* REQUIREMENT: Could you repeat all of the entries below, character for character?

* RECORD SET:

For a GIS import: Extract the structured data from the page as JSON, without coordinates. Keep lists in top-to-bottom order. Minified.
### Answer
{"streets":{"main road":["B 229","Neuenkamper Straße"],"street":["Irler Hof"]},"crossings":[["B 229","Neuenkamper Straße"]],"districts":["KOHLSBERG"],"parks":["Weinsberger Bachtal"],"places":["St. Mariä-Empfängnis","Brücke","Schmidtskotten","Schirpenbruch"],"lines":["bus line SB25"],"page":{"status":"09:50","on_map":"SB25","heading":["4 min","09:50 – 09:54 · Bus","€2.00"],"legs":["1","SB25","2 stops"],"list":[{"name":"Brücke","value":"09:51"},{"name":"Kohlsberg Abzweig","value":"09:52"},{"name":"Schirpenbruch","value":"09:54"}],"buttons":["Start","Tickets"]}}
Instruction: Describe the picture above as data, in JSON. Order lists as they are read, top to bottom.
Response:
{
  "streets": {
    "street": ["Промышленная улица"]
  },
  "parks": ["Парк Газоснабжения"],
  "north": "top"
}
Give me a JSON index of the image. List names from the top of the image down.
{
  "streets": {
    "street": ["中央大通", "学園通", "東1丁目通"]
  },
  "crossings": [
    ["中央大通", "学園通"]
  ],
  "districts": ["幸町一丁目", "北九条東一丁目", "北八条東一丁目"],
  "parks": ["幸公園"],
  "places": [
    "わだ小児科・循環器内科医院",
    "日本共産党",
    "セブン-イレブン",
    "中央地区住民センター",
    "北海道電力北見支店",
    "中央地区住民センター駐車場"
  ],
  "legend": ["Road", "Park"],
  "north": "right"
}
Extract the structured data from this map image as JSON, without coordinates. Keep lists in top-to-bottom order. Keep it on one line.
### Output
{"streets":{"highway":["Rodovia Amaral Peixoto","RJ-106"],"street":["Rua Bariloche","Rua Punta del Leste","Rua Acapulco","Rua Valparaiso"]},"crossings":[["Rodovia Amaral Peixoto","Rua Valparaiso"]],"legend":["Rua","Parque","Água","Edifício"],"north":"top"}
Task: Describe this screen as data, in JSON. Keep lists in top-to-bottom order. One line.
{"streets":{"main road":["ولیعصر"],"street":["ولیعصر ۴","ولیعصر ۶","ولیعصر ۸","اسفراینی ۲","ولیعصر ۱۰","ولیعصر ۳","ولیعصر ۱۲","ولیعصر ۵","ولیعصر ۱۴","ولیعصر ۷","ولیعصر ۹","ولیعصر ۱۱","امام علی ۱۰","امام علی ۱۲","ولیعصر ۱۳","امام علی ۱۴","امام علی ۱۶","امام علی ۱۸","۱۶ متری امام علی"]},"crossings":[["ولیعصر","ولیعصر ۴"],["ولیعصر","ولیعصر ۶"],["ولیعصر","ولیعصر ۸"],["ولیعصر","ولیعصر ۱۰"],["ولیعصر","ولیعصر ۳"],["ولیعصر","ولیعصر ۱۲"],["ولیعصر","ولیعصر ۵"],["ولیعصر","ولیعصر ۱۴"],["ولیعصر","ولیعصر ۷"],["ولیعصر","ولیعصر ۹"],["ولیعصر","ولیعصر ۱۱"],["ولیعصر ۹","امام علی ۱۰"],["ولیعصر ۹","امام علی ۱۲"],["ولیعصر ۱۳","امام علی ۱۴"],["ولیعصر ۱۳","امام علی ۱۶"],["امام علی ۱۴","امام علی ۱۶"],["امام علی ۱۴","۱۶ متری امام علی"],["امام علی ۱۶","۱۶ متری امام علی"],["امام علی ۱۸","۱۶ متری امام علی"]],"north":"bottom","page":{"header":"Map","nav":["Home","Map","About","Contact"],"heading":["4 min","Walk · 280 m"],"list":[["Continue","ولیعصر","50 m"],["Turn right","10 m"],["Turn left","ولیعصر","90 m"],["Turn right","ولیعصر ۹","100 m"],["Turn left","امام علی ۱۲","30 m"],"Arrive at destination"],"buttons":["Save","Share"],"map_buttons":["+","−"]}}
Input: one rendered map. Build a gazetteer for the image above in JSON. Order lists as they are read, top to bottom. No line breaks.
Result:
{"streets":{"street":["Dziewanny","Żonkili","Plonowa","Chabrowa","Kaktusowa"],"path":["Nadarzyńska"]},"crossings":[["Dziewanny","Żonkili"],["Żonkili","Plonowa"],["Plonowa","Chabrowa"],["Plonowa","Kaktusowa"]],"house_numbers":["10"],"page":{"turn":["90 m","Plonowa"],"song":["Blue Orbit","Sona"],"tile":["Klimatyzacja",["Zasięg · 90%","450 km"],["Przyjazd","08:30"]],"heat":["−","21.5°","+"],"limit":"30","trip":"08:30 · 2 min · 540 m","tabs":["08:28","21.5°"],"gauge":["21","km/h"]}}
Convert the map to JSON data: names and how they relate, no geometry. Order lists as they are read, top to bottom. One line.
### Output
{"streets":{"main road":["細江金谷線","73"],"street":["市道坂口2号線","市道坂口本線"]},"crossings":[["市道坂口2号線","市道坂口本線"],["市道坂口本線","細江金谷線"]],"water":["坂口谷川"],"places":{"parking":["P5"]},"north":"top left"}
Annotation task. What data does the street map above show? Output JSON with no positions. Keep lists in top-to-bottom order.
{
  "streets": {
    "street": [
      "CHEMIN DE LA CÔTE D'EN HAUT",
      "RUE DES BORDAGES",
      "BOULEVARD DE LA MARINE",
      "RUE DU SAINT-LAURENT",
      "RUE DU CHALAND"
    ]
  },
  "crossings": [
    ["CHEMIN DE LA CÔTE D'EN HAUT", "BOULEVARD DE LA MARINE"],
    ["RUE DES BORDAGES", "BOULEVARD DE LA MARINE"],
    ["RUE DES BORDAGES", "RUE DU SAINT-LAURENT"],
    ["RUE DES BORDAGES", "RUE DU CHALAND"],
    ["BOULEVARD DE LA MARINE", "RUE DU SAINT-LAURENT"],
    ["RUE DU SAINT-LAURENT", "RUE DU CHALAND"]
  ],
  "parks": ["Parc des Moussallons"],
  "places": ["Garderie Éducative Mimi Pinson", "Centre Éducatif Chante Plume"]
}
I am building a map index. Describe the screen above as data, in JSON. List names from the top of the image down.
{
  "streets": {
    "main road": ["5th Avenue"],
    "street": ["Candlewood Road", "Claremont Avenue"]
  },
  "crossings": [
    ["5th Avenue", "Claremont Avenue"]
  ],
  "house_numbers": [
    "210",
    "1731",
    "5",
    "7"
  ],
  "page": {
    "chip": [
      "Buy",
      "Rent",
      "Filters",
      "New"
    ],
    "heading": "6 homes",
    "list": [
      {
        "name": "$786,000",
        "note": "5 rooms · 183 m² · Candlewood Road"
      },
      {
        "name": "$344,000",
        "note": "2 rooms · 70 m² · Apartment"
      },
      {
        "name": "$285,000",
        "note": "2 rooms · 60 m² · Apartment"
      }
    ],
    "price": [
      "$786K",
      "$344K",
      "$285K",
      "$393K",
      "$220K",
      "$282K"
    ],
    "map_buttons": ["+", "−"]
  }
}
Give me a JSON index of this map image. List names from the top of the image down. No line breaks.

* ANSWER FOR THIS EXERCISE:
For a GIS import: Extract the structured data from the page as JSON, without coordinates. Keep lists in top-to-bottom order. Minified.
### Answer
{"streets":{"main road":["B 229","Neuenkamper Straße"],"street":["Irler Hof"]},"crossings":[["B 229","Neuenkamper Straße"]],"districts":["KOHLSBERG"],"parks":["Weinsberger Bachtal"],"places":["St. Mariä-Empfängnis","Brücke","Schmidtskotten","Schirpenbruch"],"lines":["bus line SB25"],"page":{"status":"09:50","on_map":"SB25","heading":["4 min","09:50 – 09:54 · Bus","€2.00"],"legs":["1","SB25","2 stops"],"list":[{"name":"Brücke","value":"09:51"},{"name":"Kohlsberg Abzweig","value":"09:52"},{"name":"Schirpenbruch","value":"09:54"}],"buttons":["Start","Tickets"]}}
Instruction: Describe the picture above as data, in JSON. Order lists as they are read, top to bottom.
Response:
{
  "streets": {
    "street": ["Промышленная улица"]
  },
  "parks": ["Парк Газоснабжения"],
  "north": "top"
}
Give me a JSON index of the image. List names from the top of the image down.
{
  "streets": {
    "street": ["中央大通", "学園通", "東1丁目通"]
  },
  "crossings": [
    ["中央大通", "学園通"]
  ],
  "districts": ["幸町一丁目", "北九条東一丁目", "北八条東一丁目"],
  "parks": ["幸公園"],
  "places": [
    "わだ小児科・循環器内科医院",
    "日本共産党",
    "セブン-イレブン",
    "中央地区住民センター",
    "北海道電力北見支店",
    "中央地区住民センター駐車場"
  ],
  "legend": ["Road", "Park"],
  "north": "right"
}
Extract the structured data from this map image as JSON, without coordinates. Keep lists in top-to-bottom order. Keep it on one line.
### Output
{"streets":{"highway":["Rodovia Amaral Peixoto","RJ-106"],"street":["Rua Bariloche","Rua Punta del Leste","Rua Acapulco","Rua Valparaiso"]},"crossings":[["Rodovia Amaral Peixoto","Rua Valparaiso"]],"legend":["Rua","Parque","Água","Edifício"],"north":"top"}
Task: Describe this screen as data, in JSON. Keep lists in top-to-bottom order. One line.
{"streets":{"main road":["ولیعصر"],"street":["ولیعصر ۴","ولیعصر ۶","ولیعصر ۸","اسفراینی ۲","ولیعصر ۱۰","ولیعصر ۳","ولیعصر ۱۲","ولیعصر ۵","ولیعصر ۱۴","ولیعصر ۷","ولیعصر ۹","ولیعصر ۱۱","امام علی ۱۰","امام علی ۱۲","ولیعصر ۱۳","امام علی ۱۴","امام علی ۱۶","امام علی ۱۸","۱۶ متری امام علی"]},"crossings":[["ولیعصر","ولیعصر ۴"],["ولیعصر","ولیعصر ۶"],["ولیعصر","ولیعصر ۸"],["ولیعصر","ولیعصر ۱۰"],["ولیعصر","ولیعصر ۳"],["ولیعصر","ولیعصر ۱۲"],["ولیعصر","ولیعصر ۵"],["ولیعصر","ولیعصر ۱۴"],["ولیعصر","ولیعصر ۷"],["ولیعصر","ولیعصر ۹"],["ولیعصر","ولیعصر ۱۱"],["ولیعصر ۹","امام علی ۱۰"],["ولیعصر ۹","امام علی ۱۲"],["ولیعصر ۱۳","امام علی ۱۴"],["ولیعصر ۱۳","امام علی ۱۶"],["امام علی ۱۴","امام علی ۱۶"],["امام علی ۱۴","۱۶ متری امام علی"],["امام علی ۱۶","۱۶ متری امام علی"],["امام علی ۱۸","۱۶ متری امام علی"]],"north":"bottom","page":{"header":"Map","nav":["Home","Map","About","Contact"],"heading":["4 min","Walk · 280 m"],"list":[["Continue","ولیعصر","50 m"],["Turn right","10 m"],["Turn left","ولیعصر","90 m"],["Turn right","ولیعصر ۹","100 m"],["Turn left","امام علی ۱۲","30 m"],"Arrive at destination"],"buttons":["Save","Share"],"map_buttons":["+","−"]}}
Input: one rendered map. Build a gazetteer for the image above in JSON. Order lists as they are read, top to bottom. No line breaks.
Result:
{"streets":{"street":["Dziewanny","Żonkili","Plonowa","Chabrowa","Kaktusowa"],"path":["Nadarzyńska"]},"crossings":[["Dziewanny","Żonkili"],["Żonkili","Plonowa"],["Plonowa","Chabrowa"],["Plonowa","Kaktusowa"]],"house_numbers":["10"],"page":{"turn":["90 m","Plonowa"],"song":["Blue Orbit","Sona"],"tile":["Klimatyzacja",["Zasięg · 90%","450 km"],["Przyjazd","08:30"]],"heat":["−","21.5°","+"],"limit":"30","trip":"08:30 · 2 min · 540 m","tabs":["08:28","21.5°"],"gauge":["21","km/h"]}}
Convert the map to JSON data: names and how they relate, no geometry. Order lists as they are read, top to bottom. One line.
### Output
{"streets":{"main road":["細江金谷線","73"],"street":["市道坂口2号線","市道坂口本線"]},"crossings":[["市道坂口2号線","市道坂口本線"],["市道坂口本線","細江金谷線"]],"water":["坂口谷川"],"places":{"parking":["P5"]},"north":"top left"}
Annotation task. What data does the street map above show? Output JSON with no positions. Keep lists in top-to-bottom order.
{
  "streets": {
    "street": [
      "CHEMIN DE LA CÔTE D'EN HAUT",
      "RUE DES BORDAGES",
      "BOULEVARD DE LA MARINE",
      "RUE DU SAINT-LAURENT",
      "RUE DU CHALAND"
    ]
  },
  "crossings": [
    ["CHEMIN DE LA CÔTE D'EN HAUT", "BOULEVARD DE LA MARINE"],
    ["RUE DES BORDAGES", "BOULEVARD DE LA MARINE"],
    ["RUE DES BORDAGES", "RUE DU SAINT-LAURENT"],
    ["RUE DES BORDAGES", "RUE DU CHALAND"],
    ["BOULEVARD DE LA MARINE", "RUE DU SAINT-LAURENT"],
    ["RUE DU SAINT-LAURENT", "RUE DU CHALAND"]
  ],
  "parks": ["Parc des Moussallons"],
  "places": ["Garderie Éducative Mimi Pinson", "Centre Éducatif Chante Plume"]
}
I am building a map index. Describe the screen above as data, in JSON. List names from the top of the image down.
{
  "streets": {
    "main road": ["5th Avenue"],
    "street": ["Candlewood Road", "Claremont Avenue"]
  },
  "crossings": [
    ["5th Avenue", "Claremont Avenue"]
  ],
  "house_numbers": [
    "210",
    "1731",
    "5",
    "7"
  ],
  "page": {
    "chip": [
      "Buy",
      "Rent",
      "Filters",
      "New"
    ],
    "heading": "6 homes",
    "list": [
      {
        "name": "$786,000",
        "note": "5 rooms · 183 m² · Candlewood Road"
      },
      {
        "name": "$344,000",
        "note": "2 rooms · 70 m² · Apartment"
      },
      {
        "name": "$285,000",
        "note": "2 rooms · 60 m² · Apartment"
      }
    ],
    "price": [
      "$786K",
      "$344K",
      "$285K",
      "$393K",
      "$220K",
      "$282K"
    ],
    "map_buttons": ["+", "−"]
  }
}
Give me a JSON index of this map image. List names from the top of the image down. No line breaks.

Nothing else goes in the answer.